Directions: Please take the records that follow and repeat exactly the lines starting with the line with "M428 214 426" and going on through the line with "M240 344 246".

=== Data to examine ===

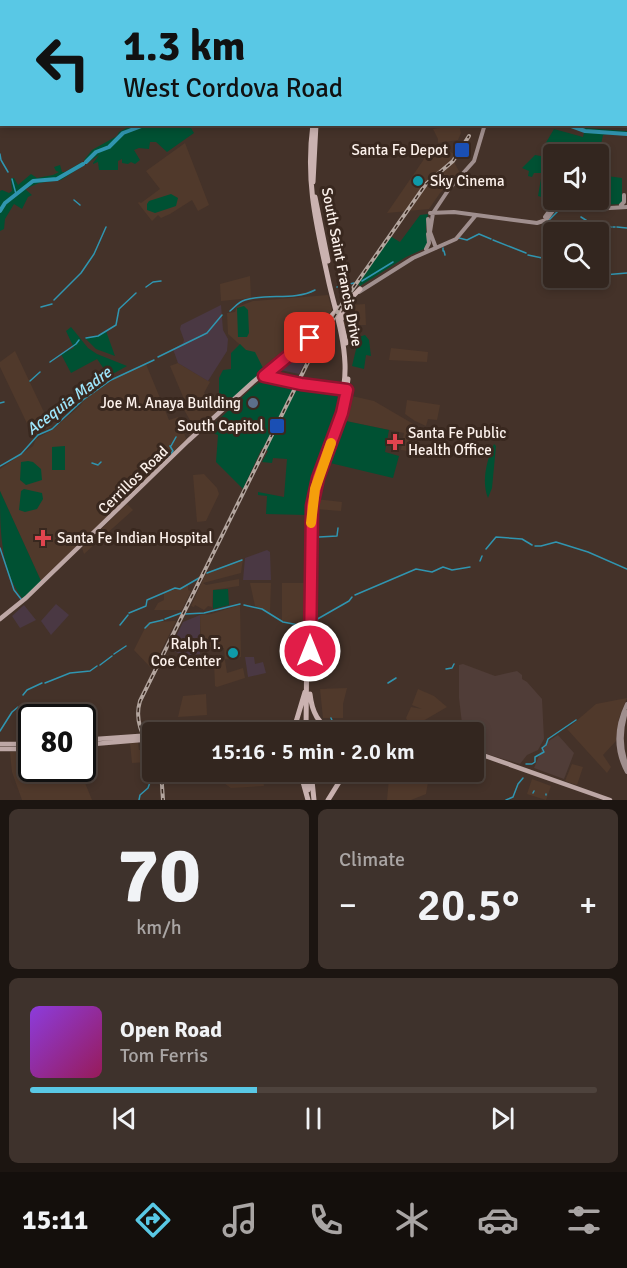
<!DOCTYPE html>
<meta charset="utf-8">
<style>
:root{--surface:#33261f;--page:#3e322c;--text:#f1f3f6;--muted:#a9a5a4;--line:#4e433d;--accent:#59c8e5}
body{margin:0;font-family:Signika,sans-serif;background:var(--page);color:var(--text);height:100vh;display:flex;flex-direction:column;font-size:22px;white-space:nowrap}
*{box-sizing:border-box;margin:0}
p{font-size:20px;color:var(--muted)}
.icon{flex:none;width:33px;height:33px;fill:none;stroke:currentColor;stroke-width:2;stroke-linecap:round;stroke-linejoin:round}
.map{position:relative;height:800px;overflow:hidden}
.drawer{display:flex;flex-direction:column;gap:9px;padding:9px;background:#1c1511;flex:1}
.drawer>*{flex:none}
.hud{position:absolute;left:0px;top:0px;width:627px;height:126px;box-shadow:0 3px 9px #0003,0 0 0 2px var(--line);background:#59c8e5;color:#111;overflow:hidden}
.fabs{position:absolute;left:543px;top:144px;display:grid;gap:12px}
.fabs a{display:grid;place-items:center;width:66px;height:66px;border-radius:6px;background:var(--surface);box-shadow:0 3px 9px #0003,0 0 0 2px var(--line);font-size:30px}
.speed{position:absolute;left:18px;top:704px;display:flex;gap:12px;font-size:30px;font-weight:700;text-align:center}
.speed>*{display:grid;place-content:center;width:78px;height:78px;border-radius:50%;background:var(--surface);box-shadow:0 3px 9px #0003,0 0 0 2px var(--line);line-height:1}
.speed .limit{border:3px solid #111;border-radius:9px;background:#fff;color:#111}
.pin{position:absolute;display:grid;place-items:center;width:51px;height:51px;color:#fff;margin:-26px;border-radius:12px;box-shadow:0 3px 9px #0006}
.me{position:absolute;width:66px;margin:-33px;rotate:0deg;stroke-linejoin:round;filter:drop-shadow(0 0 4px #0008)}
.turn{display:flex;align-items:center;gap:21px;height:126px;padding:0 24px;font-size:27px}
.turn .icon{width:78px;height:78px;stroke-width:2.5}
.turn b{display:block;font-size:42px;line-height:51px}
.big{font-size:45px;font-weight:600;line-height:1.1}
.drawer .card{flex:1;display:flex;flex-direction:column;justify-content:center;gap:9px;min-width:0;padding:0 21px;border-radius:9px;background:var(--page)}
.drawer .dial{align-items:center;gap:0}
.dial b{font-size:78px;line-height:1}
.song{display:flex;align-items:center;gap:18px}
.cover{width:72px;height:72px;border-radius:9px;background:linear-gradient(135deg,hsl(270 70% 55%),hsl(330 70% 35%))}
.played{height:6px;border-radius:3px;background:linear-gradient(90deg,var(--accent) 40%,var(--line) 40%)}
.keys{display:flex;justify-content:space-around;direction:ltr}
.heat{display:flex;justify-content:space-between;align-items:center;font-size:33px;direction:ltr}
.drawer .tiles{flex:1;display:grid;gap:9px;grid-template-columns:1fr 1fr}
.card:last-child{grid-column:span 2}
.trip{position:absolute;left:142px;top:722px;width:342px;height:60px;border-radius:6px;background:var(--surface);box-shadow:0 3px 9px #0003,0 0 0 2px var(--line);font-weight:600;line-height:60px;text-align:center}
.dock{display:flex;height:96px;justify-content:space-around;align-items:center;background:#140f0c;color:var(--muted)}
.dock .icon{width:42px;height:42px}
.dock .current{color:var(--accent)}
.dock b{font-size:27px;color:var(--text)}
.map>svg:first-child{display:block}
.built{fill:#50392b}
.industrial{fill:#4a3843}
.medical{fill:#503d38}
.green{fill:#005133}
.lines{fill:none;stroke-linecap:round;stroke-linejoin:round}
.stream{stroke:#3095b0;stroke-width:1.5}
.river{stroke:#3095b0;stroke-width:4}
.secondary{stroke:#a08f8e;stroke-width:4}
.primary{stroke:#bda7a5;stroke-width:4.5}
.trunk{stroke:#cab2b0;stroke-width:5}
.rail-casing{stroke:#b3a59e;stroke-width:4}
.rail{stroke:#39281f;stroke-width:1.5;stroke-dasharray:4.5;stroke-linecap:butt}
.route-casing{stroke:#92132f;stroke-width:15}
.route{stroke:#e11d48;stroke-width:10}
.slow{stroke:#f59e0b;stroke-width:10}
.transit-dot{fill:#1a4fb4;stroke:#39281f;stroke-width:2}
.culture-dot{fill:#0f9aa8;stroke:#39281f;stroke-width:2}
.service-dot{fill:#5c6f8a;stroke:#39281f;stroke-width:2}
.health-dot{fill:#e0444e;stroke:#39281f;stroke-width:2}
.labels{text-anchor:middle;dominant-baseline:central;stroke-width:6;stroke-linejoin:round;paint-order:stroke}
.poi-label{font-size:15px;fill:#fcf1eb;stroke:#39281f;text-anchor:end}
.street-label{font-size:15px;fill:#fcf1eb;stroke:#39281f}
.water-label{font-size:16px;font-style:italic;fill:#9ee6fc;stroke:#39281f}
</style>
<div class="map">
<svg width="627" height="800" viewBox="0 0 627 800">
<rect width="100%" height="100%" fill="#443229"/>
<path class="built" d="M443 125H459L461 133 458 140 438 143V139L433 129 441 128Z
M468 135 471 136 466 151 463 156 460 154 454 162 460 173 440 193 429 209 387 213 433 146 438 149 439 156 451 152 454 154 460 141 466 142Z
M185 143 209 205 198 211 192 200 170 214 161 218 158 215 152 221 138 203 139 202 141 203 160 189 146 171Z
M250 276 251 298 221 301 220 284Z
M328 295 332 310 330 313 310 333 264 370 255 354 246 350 228 334 227 313 235 312 237 307 253 301Z
M365 304 366 325H344V316L350 305Z
M391 348 428 352 427 362 389 360Z
M15 351 51 427 38 432 34 438 0 367V362Z
M178 363 210 382 204 393 211 398 218 411 198 430 196 428 190 436 186 430 191 422 183 408 184 399 170 366Z
M146 364 169 420 178 417 187 441 41 581 0 491V469L33 446 36 439 52 430 80 406 85 399 120 375Z
M352 396 374 401 415 425 409 451 401 450 404 433 341 420 347 398Z
M407 400 440 405 437 420 428 419 426 426 415 421 405 414Z
M204 474 217 488 219 494 206 521 197 522 193 475Z
M316 499 342 502 341 511 315 509Z
M127 504 133 510 84 554 82 548Z
M243 559 241 573 203 583 206 585 239 579V586L213 590 212 607 208 606 204 610 195 605 194 607 191 606 206 573Z
M250 583H271L270 613 255 606Z
M282 583H305V626L282 621Z
M188 585V590L191 591 182 610H154L158 603 164 600V593Z
M240 605 241 657 225 659 224 648 212 649V647H201L200 615 211 614Z
M176 621 152 669 134 650 148 622Z
M225 660 227 673 243 668 245 678 217 687 215 686 214 661Z
M347 688 343 704V718H323L320 689Z
M418 689 434 696 447 707 411 728 406 718 411 707 422 709 412 705Z
M206 694 207 715 178 717 183 696Z
M627 698 619 718 616 741 603 755 611 767 607 773 567 729 596 704Z
M138 742 139 750 146 749 148 762 132 763 130 743Z
M31 750 32 768H79L92 800H22L12 772 10 752Z
M572 764 583 767 577 785 565 781Z
M219 771H261L264 786 231 788 221 781Z
M400 771H447L428 782 426 794 411 800H387L389 778 401 776Z
M532 779 551 786 546 800 527 794Z"/>
<path class="industrial" d="M221 305 223 330 228 339 227 351 208 381 178 363 173 349 183 343 184 340 180 329 181 325Z
M296 355 306 360 299 374 280 370Z
M267 550 270 552 271 580H243L245 558Z
M56 604 69 615 51 635 41 621Z
M24 605 36 620 20 628 12 616Z
M200 615V654L184 656 170 649 183 622Z
M245 657H254L255 664 263 662 266 673 248 677Z"/>
<path class="medical" d="M463 664 495 676 517 671 522 675V679L527 682 542 699 544 739 538 750 527 755 520 764 474 750V732H463L459 698V665Z
M558 735 574 753 564 779 534 768 544 744Z"/>
<path class="green" d="M132 125H194L191 128 194 133 167 152 156 142H150L149 149 139 148 134 150 140 160 135 164 131 162 128 164 122 163V159L118 161V170H99L98 162 93 164V163L99 155 87 163 84 160 92 150 117 136 119 132Z
M585 128 627 131V135L612 133 603 135 600 149 597 148 595 154H554V200H598L599 175 622 178V204L597 205 565 200 556 201 538 196 542 173H534L532 177 528 176 529 171 522 168 535 155 546 157 548 152H546L544 146 554 129 583 137Z
M82 162 84 165 61 180 39 183 25 189 32 195 28 197 22 209 14 204 5 219 4 229 0 231V191L2 190 9 193 12 191 11 178H14L18 185 31 174 37 178 53 175 59 172 56 171 54 167 60 165 62 172H65Z
M171 194 178 198 176 206 155 213 147 210V204L149 201Z
M428 214 426 228 428 243 426 248 406 257 360 286 358 284 390 236 400 242 420 215Z
M244 306 248 310 249 333 247 337H238L237 308Z
M71 327 88 348 97 354 127 366 109 376 97 359 71 373 61 354 74 348 66 331Z
M106 331 115 356 96 349 85 338 100 335Z
M365 335 369 340 371 356 366 355 364 369 352 366 359 337Z
M240 344 246 350 255 352 264 370 221 409 215 399 219 397V378L223 370 231 369V353Z
M265 379 340 394 341 420 389 430 385 452 399 456 393 478 326 462 332 428 306 515 266 514 267 496 258 495V492L284 497 287 459 273 458 272 463 262 462 268 451 262 448 243 489 216 462 218 435 207 431 254 386Z
M494 444 496 446 492 488 488 498C481 481 487 460 494 444Z
M65 446V470H52V447Z
M28 461 33 462 41 469 42 480 26 485 20 480 21 462Z
M24 489 42 493 43 499 37 509 25 512 19 510 21 491Z
M0 491 41 581 23 599C0 569 0 529 0 491Z
M228 589 229 605 213 609V590Z"/>
<g class="lines">
<path class="stream" d="M35 2 36 0
M309 2V0
M379 2 382 0
M0 119 2 115
M0 154 1 160 8 172
M12 179 16 194
M74 200 80 205
M581 217 592 224 605 226
M549 220 558 211
M607 226 611 227
M613 227H615
M617 227 627 228
M459 238 467 240 479 234 491 239
M493 240 526 253
M443 251V248
M444 251 445 255
M528 255 547 259
M549 259 554 261
M598 275H602
M603 275 627 273
M362 281 393 262
M146 287 153 282 161 281
M337 287 354 283
M54 300 81 273 94 254 106 227
M41 307 52 304
M230 311C235 307 238 302 245 300 268 293 294 301 315 290
M86 338 98 336 116 325 119 309 136 293
M158 357 207 333 222 315
M50 362 76 344 79 340
M30 381 40 372
M0 403 4 402
M171 446 176 437
M168 457 173 451 170 446
M92 463 98 465
M99 464 101 462
M0 466 21 454 38 435 52 429 83 400 111 380 154 360
M319 537 337 536 338 528
M535 546H541L556 542 588 552 627 569
M0 548 14 590 21 599
M486 549 496 537 522 539 532 545
M480 561 482 556
M207 573 242 560
M355 595 416 569 432 572 443 567 452 570 470 567
M244 605 262 609 283 622 304 626
M129 613 146 606 147 600 175 588 180 589 199 578
M185 614 204 613 240 604
M165 619 181 613
M314 621 349 601 352 597
M120 625 128 615
M145 628 150 623 163 620
M114 654 126 646
M100 665 112 656
M446 669 452 668 454 664
M45 683 70 673 90 671 97 666
M388 683 396 678
M23 695 27 690 42 683
M331 718 334 725 343 726
M0 731 12 712 18 707
M149 743 153 751
M526 764H532L535 762V757L544 752 542 748 546 745 548 739 576 720
M533 793 534 791
M546 795V794
M139 800 140 795 148 788 154 771
M506 800 513 797 518 784 523 778"/>
<path class="river" d="M566 124 585 131 627 134
M86 162 96 152 109 147 123 133 147 124
M0 211 5 203 33 181 57 179 83 164"/>
<path class="secondary" d="M485 0 486 2
M362 2 365 0
M369 2 372 0
M621 205 624 202V195
M430 213 454 212 537 223 546 220 554 209 561 205 593 209 627 207
M545 217 553 206 561 202
M428 219 429 235
M436 248 430 232 433 213 449 189 474 161 485 124
M426 249 429 243 428 234
M359 292 413 258 456 239 476 215
M262 375 293 383 344 390
M627 704C616 727 615 750 627 772
M626 712C620 731 620 748 627 766"/>
<path class="primary" d="M0 619 26 598 188 441 253 382 319 326
M185 732H261
M82 740 153 735
M0 744H32
M82 745 153 739
M0 749H32
M474 752 610 800"/>
<path class="trunk" d="M317 0 318 2
M313 182 316 124
M315 197 328 261
M338 308 346 343
M338 311 360 289
M342 318 352 300
M317 332 336 311
M339 420 344 406 348 379
M316 485 336 429
M310 589 311 523 313 497
M310 694C312 712 318 725 335 732
M293 732 305 692
M306 732 308 509C314 459 347 415 345 364 344 336 335 309 329 283 317 227 305 183 313 124
M300 771 308 800
M307 771 308 790
M311 771 314 800
M321 771 330 774 340 771
M328 800 346 771"/>
<defs>
<path id="rail" d="M153 754C143 736 134 721 140 701L312 354 344 301 426 184 453 161 469 136
M161 771 163 800"/>
</defs>
<use href="#rail" class="rail-casing"/>
<use href="#rail" class="rail"/>
</g>
<g class="lines">
<defs>
<path id="route" d="M310 338 264 376 301 384 347 390 342 413 318 478 312 506 310 651"/>
</defs>
<use href="#route" class="route-casing"/>
<use href="#route" class="route"/>
<path class="slow" d="M311 523 315 489 331 443"/>
</g>
<g class="transit-dot">
<rect x="454" y="142" width="16" height="16" rx="3"/>
<rect x="269" y="418" width="16" height="16" rx="3"/>
</g>
<g class="culture-dot">
<circle cx="418" cy="181" r="6"/>
<circle cx="233" cy="653" r="6"/>
</g>
<circle class="service-dot" cx="253" cy="403" r="6"/>
<g class="health-dot">
<path d="M392 433h6v6h6v6h-6v6h-6v-6h-6v-6h6z"/>
<path d="M40 529h6v6h6v6h-6v6h-6v-6h-6v-6h6z"/>
</g>
<g class="labels">
<g class="poi-label">
<text x="448" y="150">Santa Fe Depot</text>
<text x="430" y="181" text-anchor="start">Sky Cinema</text>
<text x="241" y="403">Joe M. Anaya Building</text>
<text x="264" y="426">South Capitol</text>
<text x="408" y="433" text-anchor="start">Santa Fe Public<tspan x="408" dy="17">Health Office</tspan></text>
<text x="57" y="538" text-anchor="start">Santa Fe Indian Hospital</text>
<text x="221" y="644">Ralph T.<tspan x="221" dy="17">Coe Center</tspan></text>
</g>
<g class="street-label">
<text transform="translate(342 267) rotate(79)">South Saint Francis Drive</text>
<text transform="translate(133 480) rotate(-44)">Cerrillos Road</text>
</g>
<g class="water-label">
<text transform="translate(69 401) rotate(-37)">Acequia Madre</text>
</g>
</g>
</svg>
<div class="fabs">
<a><svg class="icon" aria-label="sound" viewBox="0 0 24 24"><path d="M4 9h4l5-4v14l-5-4H4zM17 9q2 3 0 6"/></svg></a>
<a><svg class="icon" aria-label="search" viewBox="0 0 24 24"><circle cx="10" cy="10" r="6"/><path d="M15 15l6 6"/></svg></a>
</div>
<div class="speed"><div class="limit">80</div></div>
<div class="pin" style="left:310px;top:338px;background:#d93025"><svg class="icon" aria-label="arrive" viewBox="0 0 24 24"><path d="M6 21V4h12l-3 4 3 4H6"/></svg></div>
<svg class="me" style="left:310px;top:651px" viewBox="-20 -20 40 40"><circle r="17" fill="#e11d48" stroke="#fff" stroke-width="3"/><path d="M0-11L8 9 0 5-8 9z" fill="#fff"/></svg>
<div class="trip">15:16 · 5 min · 2.0 km</div>
<div class="hud">
<div class="turn"><svg class="icon" aria-label="left" viewBox="0 0 24 24"><path d="M17 20v-9H6M10 6l-5 5 5 5"/></svg><div><b>1.3 km</b>West Cordova Road</div></div>
</div>
</div>
<section class="drawer">
<div class="tiles">
<div class="card dial"><b>70</b><p>km/h</p></div>
<div class="card"><p>Climate</p>
<div class="heat"><a>−</a><b class="big">20.5°</b><a>+</a></div>
</div>
<div class="card">
<div class="song"><i class="cover"></i><div><b>Open Road</b><p>Tom Ferris</p></div></div>
<div class="played"></div>
<div class="keys"><svg class="icon" aria-label="previous" viewBox="0 0 24 24"><path d="M18 5L8 12l10 7zM5 5v14"/></svg><svg class="icon" aria-label="pause" viewBox="0 0 24 24"><path d="M8 5v14M16 5v14"/></svg><svg class="icon" aria-label="next" viewBox="0 0 24 24"><path d="M6 5l10 7-10 7zM19 5v14"/></svg></div>
</div>
</div>
</section>
<nav class="dock">
<b>15:11</b>
<svg class="icon current" aria-label="directions" viewBox="0 0 24 24"><path d="M12 3l9 9-9 9-9-9zM9 14v-3h6M13 9l2 2-2 2"/></svg>
<svg class="icon" aria-label="music" viewBox="0 0 24 24"><path d="M9 18V5l10-2v13"/><circle cx="6" cy="18" r="3"/><circle cx="16" cy="16" r="3"/></svg>
<svg class="icon" aria-label="phone" viewBox="0 0 24 24"><path d="M5 4h4l2 5-3 2q2 4 5 5l2-3 5 2v4C11 20 4 13 5 4z"/></svg>
<svg class="icon" aria-label="climate" viewBox="0 0 24 24"><path d="M12 3v18M4 7l16 10M4 17L20 7"/></svg>
<svg class="icon" aria-label="car" viewBox="0 0 24 24"><path d="M5 17H2v-5l4-1 3-4h7l3 4 3 1v5h-3M9 17h6M6 11h13"/><circle cx="7" cy="17" r="2"/><circle cx="17" cy="17" r="2"/></svg>
<svg class="icon" aria-label="filters" viewBox="0 0 24 24"><path d="M4 7h16M4 17h16"/><circle cx="9" cy="7" r="2"/><circle cx="15" cy="17" r="2"/></svg>
</nav>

===

Output:
M428 214 426 228 428 243 426 248 406 257 360 286 358 284 390 236 400 242 420 215Z
M244 306 248 310 249 333 247 337H238L237 308Z
M71 327 88 348 97 354 127 366 109 376 97 359 71 373 61 354 74 348 66 331Z
M106 331 115 356 96 349 85 338 100 335Z
M365 335 369 340 371 356 366 355 364 369 352 366 359 337Z
M240 344 246 350 255 352 264 370 221 409 215 399 219 397V378L223 370 231 369V353Z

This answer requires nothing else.